Delik pembunuhan merupakan salah satu perbuatan yang menjatuhkan
hak asasi manusia oleh karenanya delik
pembunuhan ini diatur dalam KUHP sebagai suatu tindak pidana terhadap nyawa manusia. Begitu
juga dalam hukum Islam, Pengaturan tentang delik pembunuhan ini diatur dalam Al
Qur’an dan dipertegas oleh hadist, Keduanya mengatur tentang jenis delik
pembunuhan, sanksi, serta bagaimana pelaksanaan
hukuman. Meskipun masyarakat Indonesia mayoritas beragama Islam, hukum yang
diterapkan adalah hukum peninggalan Belanda, yang pada kenyataanya berbeda sekali dengan hukum Islam. Dalam hukum
positif juga diatur mengenai delik agama, salah satunya Agama Islam yaitu dalam
pasal 156a. KUHP “Dipidana dengan pidana penjara selama-lamanya 5 tahun,
barang siapa dengn sengaja di muka umum mengeluarkan perasaan atau melakukan
perbuatan: a. yang ada pada pokoknya bersifat permusuhan, penyalahgunaan atau
penodaan terhadap suatu agama yang dianut di Indonesia; b. dengan maksud agar
orang tidak menganut agama apapun juga yang bersendikan ketuhanan Yang Maha
Esa.” Walaupun secara spesifik tidak mengatur tentang delik pembunuhan,
namun disitu membuktikan bahwa hukum positif juga mengakui keberadaan hukum
Islam. Antara hukum positif dan hukum
Islam ada beberapa perbedaan dan persamaan khususnya dalam delik pembunuhan,
baik dari segi pengaturan hukumnya, pengampunan oleh wali korban, dan dari segi
fungsi pidana. Dari segi pengaturan hukumnya delik pembunuhan itu diatur dalam
KUHP yaitu pasal 338 sampai pasal 350 dan pasal 359 “(L.N. 1960-1).
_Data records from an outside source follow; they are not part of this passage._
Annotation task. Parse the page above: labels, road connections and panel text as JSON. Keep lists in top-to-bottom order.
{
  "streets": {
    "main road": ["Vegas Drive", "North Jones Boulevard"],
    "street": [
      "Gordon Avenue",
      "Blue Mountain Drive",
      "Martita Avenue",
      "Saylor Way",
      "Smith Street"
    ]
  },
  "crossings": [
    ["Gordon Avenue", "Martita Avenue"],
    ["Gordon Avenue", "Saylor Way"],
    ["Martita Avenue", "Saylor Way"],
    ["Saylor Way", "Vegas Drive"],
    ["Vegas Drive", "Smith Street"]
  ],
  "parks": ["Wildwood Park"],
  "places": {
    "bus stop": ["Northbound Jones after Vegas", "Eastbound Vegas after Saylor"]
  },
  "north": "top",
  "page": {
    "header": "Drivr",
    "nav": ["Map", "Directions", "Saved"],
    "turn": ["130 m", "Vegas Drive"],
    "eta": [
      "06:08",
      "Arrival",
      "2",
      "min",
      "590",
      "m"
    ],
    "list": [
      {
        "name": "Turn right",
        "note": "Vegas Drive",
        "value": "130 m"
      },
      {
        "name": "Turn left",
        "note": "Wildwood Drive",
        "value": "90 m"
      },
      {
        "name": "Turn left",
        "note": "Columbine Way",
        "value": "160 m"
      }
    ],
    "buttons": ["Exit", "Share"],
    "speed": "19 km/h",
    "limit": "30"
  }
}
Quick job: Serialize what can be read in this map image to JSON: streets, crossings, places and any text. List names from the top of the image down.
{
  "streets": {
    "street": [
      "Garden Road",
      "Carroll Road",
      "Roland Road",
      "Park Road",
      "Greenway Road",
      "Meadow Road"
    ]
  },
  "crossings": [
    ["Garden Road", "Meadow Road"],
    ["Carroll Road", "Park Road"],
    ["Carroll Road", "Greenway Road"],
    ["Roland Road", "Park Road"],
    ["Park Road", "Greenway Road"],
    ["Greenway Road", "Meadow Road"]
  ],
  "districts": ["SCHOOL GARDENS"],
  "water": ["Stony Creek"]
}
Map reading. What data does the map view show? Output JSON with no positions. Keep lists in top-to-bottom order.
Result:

Barang
siapa karena kealpaannya menyebabkan kematian orang lain, diancam dengan pidana
penjara paling lama lima tahun atau kurungan paling lama satu tahun.” sedangkan
dalam hukum Islam sendiri diatur dalam Al Qur’an surat Al Baqarah ayat 178 ”hai
orang-orang yang beriman diwajibkan atas kamu qishos berkenan dengan
orang-orang yang dibunuh, orang merdeka dengan orang merdeka, Hamba dengan
hamba, wanita dengan wanita. Maka barang siapa yang mendapatkan suatu pemaafan
dari saudaranya, maka hendaklah (yang memaafkan) mengikuti dengan cara yang
baik, Dan hendaklah yang diberi maaf membayar diat kepada yang memberi maaf
dengan cara yang baik pula. Yang demikian itu adalah suatu keringanan dari
tuhan kamu dan suatu rahmat. Barang siapa yang melampaui batas sesudah itu maka
baginya siksa yang sangat pedih” , surat Al Isra’ ayat 31 dan 32, Al Maidah
ayat 45, An Nisa ayat 92 serta hadist Nabi. Sedangkan dari segi pengampunan
yang diberikan oleh wali korban untuk hukum positif sama sekali tidak bisa
menghilangkan pidana hanya meringankan, Beda dengan yang diatur dalam hukum
Islam, bahwasanya pengampunan itu menghapus pidana (qishas). Sedangkan
persamaan dari segi pengampunan yang diberikan oleh wali korban adalah keduanya
melibatkan penguasa dalam pelaksanaan hukuman. Untuk fungsi pidana ternyata
antara hukum positif dan hukum Islam
tidak jauh berbeda yaitu fungsi pidana dalam hukum positif sebagai pembalasan
bertujuan agar si pelaku tidak mengulangi lagi perbuatan tersebut, sedangkan
dalam hukum Islam tujuan tersebut dimasukkan dalam fungsi pencegahan. Selain
itu dalam hukum positif tidak mencantumkan fungsi pidana sebagai suatu
pengajaran, sedangkan dalam hukum Islam fungsi pengajaran bertujuan untuk
memberi pengertian bahwa perbuatan tersebut tidak disenangi oleh Allah. Adapun
persamaan fungsi pidana antara hukum positif dan hukum Islam, bahwa keduanya
sama-sama setuju fungsi pidana ini bertujuan untuk menjaga kemaslahatan manusia,
yang dalam hukum Islam menyangkut masalah Maqashid Al-Syari’ah.